La perspectiva CTS se enfrenta a la visión tradicional o concepción heredada de la ciencia, según la cual la actividad científica tiene como fin el descubrimiento de nuevos conocimientos sobre la realidad, con lo que sería objetiva y neutral. Para esta concepción, la historia de la ciencia consistiría en la acumulación constante de saberes de forma independiente de otros factores del entorno. Por último, desde esos planteamientos la tecnología no sería más que la aplicación a la práctica de los conocimientos producidos por la ciencia. Por el contrario la perspectiva CTS defiende otra consideración de las relaciones entre ciencia y sociedad que podría ser resumida en las tres premisas y la conclusión del llamado silogismo CTS.

La primera premisa afirma que la actividad tecnocientífica es también un proceso social como otros; la segunda pone de manifiesto los efectos para la sociedad y la naturaleza de la actividad tecnocientífica; la tercera premisa supone la aceptación de la democracia, y de ellas se deriva una conclusión final: es necesario promover la evaluación y el control social de
la actividad tecnocientífica. En todo caso, en los enfoques CTS se dan dos tradiciones principales: una se centra en la primera premisa y la otra desarrolla más la segunda, aunque ambas comparten la conclusión del silogismo.

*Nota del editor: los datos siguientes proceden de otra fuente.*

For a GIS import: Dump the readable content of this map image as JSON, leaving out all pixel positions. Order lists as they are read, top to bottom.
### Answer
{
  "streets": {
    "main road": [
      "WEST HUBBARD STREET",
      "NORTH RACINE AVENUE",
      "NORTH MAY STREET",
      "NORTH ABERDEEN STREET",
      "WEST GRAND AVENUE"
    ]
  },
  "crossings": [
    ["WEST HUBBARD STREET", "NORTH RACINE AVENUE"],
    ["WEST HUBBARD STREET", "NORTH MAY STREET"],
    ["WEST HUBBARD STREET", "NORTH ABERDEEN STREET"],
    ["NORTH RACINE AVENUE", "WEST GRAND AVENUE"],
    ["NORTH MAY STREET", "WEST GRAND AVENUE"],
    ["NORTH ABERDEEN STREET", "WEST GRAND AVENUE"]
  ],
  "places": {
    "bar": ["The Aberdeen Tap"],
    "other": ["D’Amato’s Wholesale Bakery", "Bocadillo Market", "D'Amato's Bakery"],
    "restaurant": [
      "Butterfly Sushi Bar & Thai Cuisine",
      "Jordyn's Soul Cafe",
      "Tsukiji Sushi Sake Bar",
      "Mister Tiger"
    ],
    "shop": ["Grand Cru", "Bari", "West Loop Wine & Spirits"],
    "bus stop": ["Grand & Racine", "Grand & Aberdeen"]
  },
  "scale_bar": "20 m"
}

  • La construcción social del conocimiento. Aspectos teóricos de CTS: La corriente más teórica o académica de los estudios CTS ha estudiado los factores sociales que están presentes en la actividad tecnocientífica. Tradicionalmente esos factores han sido considerados como externos, dando por supuesto que la ciencia funcionaba siguiendo escrupulosamente las reglas del método científico. Sin embargo, se ha podido ver que la vida en el laboratorio dista mucho de ser una actividad planificada y metódica. Los intereses y las pugnas entre los científicos no son muy diferentes de los que caracterizan a la actividad política. De hecho, en los propios contenidos de la ciencia puede advertirse que la flexibilidad interpretativa presente en las controversias científicas tiende a cerrarse con mecanismos de clausura en los que las relaciones de poder tienen una gran importancia.
  • El desarrollo tecnocientífico. Aspectos prácticos de CTS: Desarrollando la segunda premisa del silogismo CTS, los planteamientos más prácticos de este movimiento tienden a reclamar la presencia del público, de los profanos, en los procesos de toma de decisiones sobre el desarrollo tecnocientífico. La influencia de las tecnologías en la vida social es, hoy más que nunca, de gran intensidad. Por ello, debe ponerse en el primer plano a la propia sociedad como protagonista en la orientación del desarrollo de las actividades tecnocientíficas. Sin embargo, los planteamientos de la evaluación de tecnologías que se inician en los años setenta buscaron solamente el asesoramiento técnico, por parte de expertos, acerca de las consecuencias sociales (los impactos) de una nueva tecnología. Más recientemente se han defendido otros modelos de participación pública en la evaluación de tecnología que, como los congresos de consenso, integran tanto a expertos como a profanos y pretenden dar mayor amplitud a la legitimación democrática de las decisiones sobre los desarrollos tecnológico.